Provided records START

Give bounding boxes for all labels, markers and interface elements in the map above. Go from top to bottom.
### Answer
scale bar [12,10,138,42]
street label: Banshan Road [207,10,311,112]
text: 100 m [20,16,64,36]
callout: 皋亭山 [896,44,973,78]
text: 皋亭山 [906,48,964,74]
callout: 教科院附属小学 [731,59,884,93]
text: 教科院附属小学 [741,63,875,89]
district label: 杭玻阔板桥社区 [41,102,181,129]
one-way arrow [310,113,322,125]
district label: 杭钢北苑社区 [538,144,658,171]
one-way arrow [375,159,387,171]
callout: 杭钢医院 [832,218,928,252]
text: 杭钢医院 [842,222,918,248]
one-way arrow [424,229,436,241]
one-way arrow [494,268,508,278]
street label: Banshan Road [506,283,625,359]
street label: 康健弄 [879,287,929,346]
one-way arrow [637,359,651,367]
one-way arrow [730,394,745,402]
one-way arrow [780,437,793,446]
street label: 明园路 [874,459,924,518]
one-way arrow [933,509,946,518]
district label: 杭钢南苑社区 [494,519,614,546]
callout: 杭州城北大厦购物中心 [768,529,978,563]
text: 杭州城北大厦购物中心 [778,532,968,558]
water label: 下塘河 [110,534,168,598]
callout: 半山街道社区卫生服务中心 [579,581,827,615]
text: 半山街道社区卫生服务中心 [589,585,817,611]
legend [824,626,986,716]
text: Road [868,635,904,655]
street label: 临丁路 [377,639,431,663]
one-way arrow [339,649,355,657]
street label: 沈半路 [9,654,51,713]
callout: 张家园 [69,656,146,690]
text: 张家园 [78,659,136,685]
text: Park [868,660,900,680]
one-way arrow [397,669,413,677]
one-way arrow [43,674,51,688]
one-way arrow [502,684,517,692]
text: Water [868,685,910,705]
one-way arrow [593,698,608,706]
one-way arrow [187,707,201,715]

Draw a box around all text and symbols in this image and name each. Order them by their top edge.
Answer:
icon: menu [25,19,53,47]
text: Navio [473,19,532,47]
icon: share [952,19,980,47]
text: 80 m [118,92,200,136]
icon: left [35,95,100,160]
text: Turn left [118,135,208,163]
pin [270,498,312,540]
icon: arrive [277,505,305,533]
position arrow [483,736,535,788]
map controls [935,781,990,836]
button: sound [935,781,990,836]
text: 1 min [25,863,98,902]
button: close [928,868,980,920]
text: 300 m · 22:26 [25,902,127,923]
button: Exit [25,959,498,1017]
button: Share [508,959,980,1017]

Provided records END
Provided records START

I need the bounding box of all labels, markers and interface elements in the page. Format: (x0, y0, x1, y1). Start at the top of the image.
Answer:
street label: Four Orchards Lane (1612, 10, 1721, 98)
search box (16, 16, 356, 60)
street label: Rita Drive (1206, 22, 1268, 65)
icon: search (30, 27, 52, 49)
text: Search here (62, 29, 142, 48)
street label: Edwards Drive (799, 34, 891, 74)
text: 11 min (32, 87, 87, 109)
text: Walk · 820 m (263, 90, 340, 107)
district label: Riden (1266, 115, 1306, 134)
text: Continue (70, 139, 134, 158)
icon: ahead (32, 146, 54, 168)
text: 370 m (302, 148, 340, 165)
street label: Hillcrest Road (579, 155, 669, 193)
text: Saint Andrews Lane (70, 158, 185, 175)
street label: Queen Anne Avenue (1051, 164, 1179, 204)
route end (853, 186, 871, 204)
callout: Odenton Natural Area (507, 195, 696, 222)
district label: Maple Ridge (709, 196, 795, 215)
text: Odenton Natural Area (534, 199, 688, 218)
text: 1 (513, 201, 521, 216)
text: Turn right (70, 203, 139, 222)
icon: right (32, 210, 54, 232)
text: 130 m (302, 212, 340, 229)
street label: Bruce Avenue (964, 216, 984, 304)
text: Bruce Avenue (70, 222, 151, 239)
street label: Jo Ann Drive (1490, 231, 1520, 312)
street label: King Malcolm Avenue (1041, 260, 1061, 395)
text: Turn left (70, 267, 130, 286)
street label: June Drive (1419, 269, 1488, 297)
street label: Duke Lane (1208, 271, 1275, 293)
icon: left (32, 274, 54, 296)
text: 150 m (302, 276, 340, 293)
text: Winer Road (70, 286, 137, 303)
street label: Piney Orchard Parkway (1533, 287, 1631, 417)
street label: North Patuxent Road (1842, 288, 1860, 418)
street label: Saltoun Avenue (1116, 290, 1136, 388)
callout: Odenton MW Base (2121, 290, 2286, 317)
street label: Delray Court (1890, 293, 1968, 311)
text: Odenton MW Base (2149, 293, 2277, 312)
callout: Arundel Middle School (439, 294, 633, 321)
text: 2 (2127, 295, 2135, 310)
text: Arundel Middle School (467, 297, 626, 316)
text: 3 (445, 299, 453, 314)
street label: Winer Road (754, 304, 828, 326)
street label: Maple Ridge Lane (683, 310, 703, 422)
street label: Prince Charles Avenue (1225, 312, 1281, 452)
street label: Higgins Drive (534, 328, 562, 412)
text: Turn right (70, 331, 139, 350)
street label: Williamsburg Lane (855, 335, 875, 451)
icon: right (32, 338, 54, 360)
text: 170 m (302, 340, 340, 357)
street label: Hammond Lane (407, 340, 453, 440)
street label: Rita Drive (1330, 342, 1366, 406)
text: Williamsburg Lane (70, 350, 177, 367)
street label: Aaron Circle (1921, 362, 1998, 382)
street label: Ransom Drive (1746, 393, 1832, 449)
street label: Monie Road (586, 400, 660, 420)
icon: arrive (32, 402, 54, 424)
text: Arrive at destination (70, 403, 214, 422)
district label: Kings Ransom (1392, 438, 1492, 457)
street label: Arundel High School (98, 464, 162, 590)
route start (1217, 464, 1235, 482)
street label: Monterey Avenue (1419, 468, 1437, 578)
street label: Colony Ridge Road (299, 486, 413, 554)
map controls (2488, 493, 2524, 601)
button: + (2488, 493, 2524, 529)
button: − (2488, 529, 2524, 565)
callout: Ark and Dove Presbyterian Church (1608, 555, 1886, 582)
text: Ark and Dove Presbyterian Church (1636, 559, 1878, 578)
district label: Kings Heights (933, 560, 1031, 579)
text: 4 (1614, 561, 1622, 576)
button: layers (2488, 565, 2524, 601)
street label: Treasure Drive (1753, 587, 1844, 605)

Provided records END

◆ Exercise instructions
From the data above, copy each line that holds "杭钢医院".

◆ Exercise response
callout: 杭钢医院 [832,218,928,252]
text: 杭钢医院 [842,222,918,248]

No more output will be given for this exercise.